J’aimais ça. J’aime l’énergie des festivals, l’hyperactivité, l’aperçu des projets en cours de développement (dont beaucoup ne verront jamais le jour), les rencontres enthousiastes (enthousiasme qui retombe en général assez vite une fois le festival terminé), les nuits blanches, l’endormissement dans les salles de projection, la collocation, le sentiment de faire partie d’une grande famille professionnelle.
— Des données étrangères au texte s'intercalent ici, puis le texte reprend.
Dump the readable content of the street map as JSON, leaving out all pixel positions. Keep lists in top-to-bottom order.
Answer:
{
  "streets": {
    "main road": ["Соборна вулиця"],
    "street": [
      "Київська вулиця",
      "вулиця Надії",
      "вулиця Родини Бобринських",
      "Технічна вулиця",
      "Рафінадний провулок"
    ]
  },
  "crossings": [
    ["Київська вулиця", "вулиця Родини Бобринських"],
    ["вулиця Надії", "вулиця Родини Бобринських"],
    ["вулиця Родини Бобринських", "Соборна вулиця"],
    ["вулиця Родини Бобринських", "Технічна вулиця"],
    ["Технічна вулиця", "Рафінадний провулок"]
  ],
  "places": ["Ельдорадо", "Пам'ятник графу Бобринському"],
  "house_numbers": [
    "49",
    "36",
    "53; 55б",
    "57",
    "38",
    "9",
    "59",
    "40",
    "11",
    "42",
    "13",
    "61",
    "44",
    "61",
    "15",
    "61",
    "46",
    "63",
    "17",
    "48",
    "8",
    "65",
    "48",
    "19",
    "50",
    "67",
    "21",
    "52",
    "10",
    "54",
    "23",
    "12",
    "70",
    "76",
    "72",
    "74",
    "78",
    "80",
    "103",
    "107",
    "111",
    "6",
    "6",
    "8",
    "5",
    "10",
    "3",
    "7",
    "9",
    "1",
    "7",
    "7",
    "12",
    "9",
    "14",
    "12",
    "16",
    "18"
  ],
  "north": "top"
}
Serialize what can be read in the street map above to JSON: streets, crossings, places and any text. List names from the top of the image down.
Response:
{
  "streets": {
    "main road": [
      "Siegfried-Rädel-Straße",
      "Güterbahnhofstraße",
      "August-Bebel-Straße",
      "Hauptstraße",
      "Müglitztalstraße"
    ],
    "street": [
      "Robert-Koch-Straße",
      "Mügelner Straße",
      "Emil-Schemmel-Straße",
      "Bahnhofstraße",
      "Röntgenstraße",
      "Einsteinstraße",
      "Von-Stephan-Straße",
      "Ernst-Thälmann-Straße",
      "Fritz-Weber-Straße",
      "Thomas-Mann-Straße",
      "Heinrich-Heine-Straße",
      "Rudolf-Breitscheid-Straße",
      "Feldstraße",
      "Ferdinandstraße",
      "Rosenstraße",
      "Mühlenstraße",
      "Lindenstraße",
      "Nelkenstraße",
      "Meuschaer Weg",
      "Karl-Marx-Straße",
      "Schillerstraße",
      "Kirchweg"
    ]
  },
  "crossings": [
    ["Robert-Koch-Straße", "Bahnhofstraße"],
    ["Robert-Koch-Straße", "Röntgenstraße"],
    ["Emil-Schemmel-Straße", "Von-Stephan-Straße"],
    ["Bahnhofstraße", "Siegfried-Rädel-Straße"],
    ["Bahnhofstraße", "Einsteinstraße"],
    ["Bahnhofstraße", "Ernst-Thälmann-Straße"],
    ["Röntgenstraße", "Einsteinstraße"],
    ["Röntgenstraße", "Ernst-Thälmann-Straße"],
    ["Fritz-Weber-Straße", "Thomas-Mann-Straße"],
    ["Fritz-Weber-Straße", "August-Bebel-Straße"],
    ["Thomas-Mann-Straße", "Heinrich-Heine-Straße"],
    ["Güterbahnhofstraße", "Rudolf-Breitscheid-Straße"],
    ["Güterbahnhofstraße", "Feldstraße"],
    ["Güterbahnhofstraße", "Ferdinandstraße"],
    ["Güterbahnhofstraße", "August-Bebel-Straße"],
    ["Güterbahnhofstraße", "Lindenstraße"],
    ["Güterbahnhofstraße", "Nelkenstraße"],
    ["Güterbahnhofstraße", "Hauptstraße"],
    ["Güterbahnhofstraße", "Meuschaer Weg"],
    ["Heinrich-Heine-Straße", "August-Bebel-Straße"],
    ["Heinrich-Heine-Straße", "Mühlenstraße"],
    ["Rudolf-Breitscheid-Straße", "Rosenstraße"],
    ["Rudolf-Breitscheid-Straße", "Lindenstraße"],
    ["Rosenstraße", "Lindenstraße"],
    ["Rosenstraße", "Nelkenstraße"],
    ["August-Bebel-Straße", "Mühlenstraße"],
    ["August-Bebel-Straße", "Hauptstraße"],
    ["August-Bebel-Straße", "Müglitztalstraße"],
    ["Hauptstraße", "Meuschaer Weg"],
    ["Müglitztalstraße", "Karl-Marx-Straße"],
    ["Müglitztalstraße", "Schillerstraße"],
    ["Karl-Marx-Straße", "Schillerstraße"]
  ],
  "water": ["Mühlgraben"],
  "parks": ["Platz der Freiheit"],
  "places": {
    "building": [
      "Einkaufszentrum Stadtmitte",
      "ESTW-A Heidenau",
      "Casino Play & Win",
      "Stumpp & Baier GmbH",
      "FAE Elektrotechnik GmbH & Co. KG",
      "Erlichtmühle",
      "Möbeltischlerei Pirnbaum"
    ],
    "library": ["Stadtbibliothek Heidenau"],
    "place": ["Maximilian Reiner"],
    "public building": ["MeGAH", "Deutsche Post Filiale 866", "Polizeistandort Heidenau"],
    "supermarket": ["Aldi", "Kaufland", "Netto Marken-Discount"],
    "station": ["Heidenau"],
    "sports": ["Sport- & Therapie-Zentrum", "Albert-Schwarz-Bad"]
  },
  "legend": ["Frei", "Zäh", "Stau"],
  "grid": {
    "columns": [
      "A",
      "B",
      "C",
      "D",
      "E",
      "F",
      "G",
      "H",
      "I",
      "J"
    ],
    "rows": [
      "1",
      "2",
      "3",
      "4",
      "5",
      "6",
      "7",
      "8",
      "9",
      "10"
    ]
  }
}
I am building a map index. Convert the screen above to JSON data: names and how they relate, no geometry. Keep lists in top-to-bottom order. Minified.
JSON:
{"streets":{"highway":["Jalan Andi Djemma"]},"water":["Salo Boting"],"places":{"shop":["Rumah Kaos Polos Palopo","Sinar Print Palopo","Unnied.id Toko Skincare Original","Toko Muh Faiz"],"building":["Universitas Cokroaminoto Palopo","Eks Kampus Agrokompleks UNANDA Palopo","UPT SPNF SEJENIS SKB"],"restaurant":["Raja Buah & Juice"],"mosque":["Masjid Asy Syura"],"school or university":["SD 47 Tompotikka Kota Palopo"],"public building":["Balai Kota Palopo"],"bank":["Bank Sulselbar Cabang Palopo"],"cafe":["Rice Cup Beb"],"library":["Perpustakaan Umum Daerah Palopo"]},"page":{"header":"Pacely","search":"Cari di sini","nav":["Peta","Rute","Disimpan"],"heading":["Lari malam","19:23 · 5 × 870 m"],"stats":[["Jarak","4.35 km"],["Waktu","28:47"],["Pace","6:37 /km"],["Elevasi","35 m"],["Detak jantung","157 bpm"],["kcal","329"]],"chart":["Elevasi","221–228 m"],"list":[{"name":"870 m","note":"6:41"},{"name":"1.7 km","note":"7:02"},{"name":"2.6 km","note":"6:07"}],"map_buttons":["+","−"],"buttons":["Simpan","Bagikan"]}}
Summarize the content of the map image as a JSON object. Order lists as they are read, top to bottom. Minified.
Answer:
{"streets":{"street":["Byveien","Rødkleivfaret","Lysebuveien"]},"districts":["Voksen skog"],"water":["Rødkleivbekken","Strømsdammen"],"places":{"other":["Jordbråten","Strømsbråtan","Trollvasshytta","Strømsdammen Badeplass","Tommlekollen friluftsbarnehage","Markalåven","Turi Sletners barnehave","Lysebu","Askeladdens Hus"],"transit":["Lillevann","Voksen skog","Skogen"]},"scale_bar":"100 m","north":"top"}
Puis ma vie a pris d’autres détours. J’ai arrêté les travaux de commande pour me concentrer sur mes projets, j’ai divorcé et j’ai accepté que j’avais besoin de vivre seul si je voulais préserver mon équilibre émotionnel et psychique. Et depuis trois ans, tous les mois d’août se transforment en retraites. Bordeaux se vide de mes amis, je me déconnecte du monde, je ferme mon école et je m’attèle à mes projets d’écriture personnels.
Un été je travaille sur un roman, un autre sur des appels à textes, tout dépend de ce dont j’ai besoin à ce moment pour avancer mon projet de vie professionnelle. Je n’avance pas toujours bien, je n’avance pas toujours de manière visible, mais je suis pleinement authentique, c’est-à-dire que pendant trois semaines, je vis à mon rythme (écrire le matin et le soir et la nuit) et j’écris. Je suis en train de mettre des mots sur la page pour raconter des histoires. C’est souvent raté, comme c’est en général la règle en matière de créativité, et c’est ainsi que j’avance.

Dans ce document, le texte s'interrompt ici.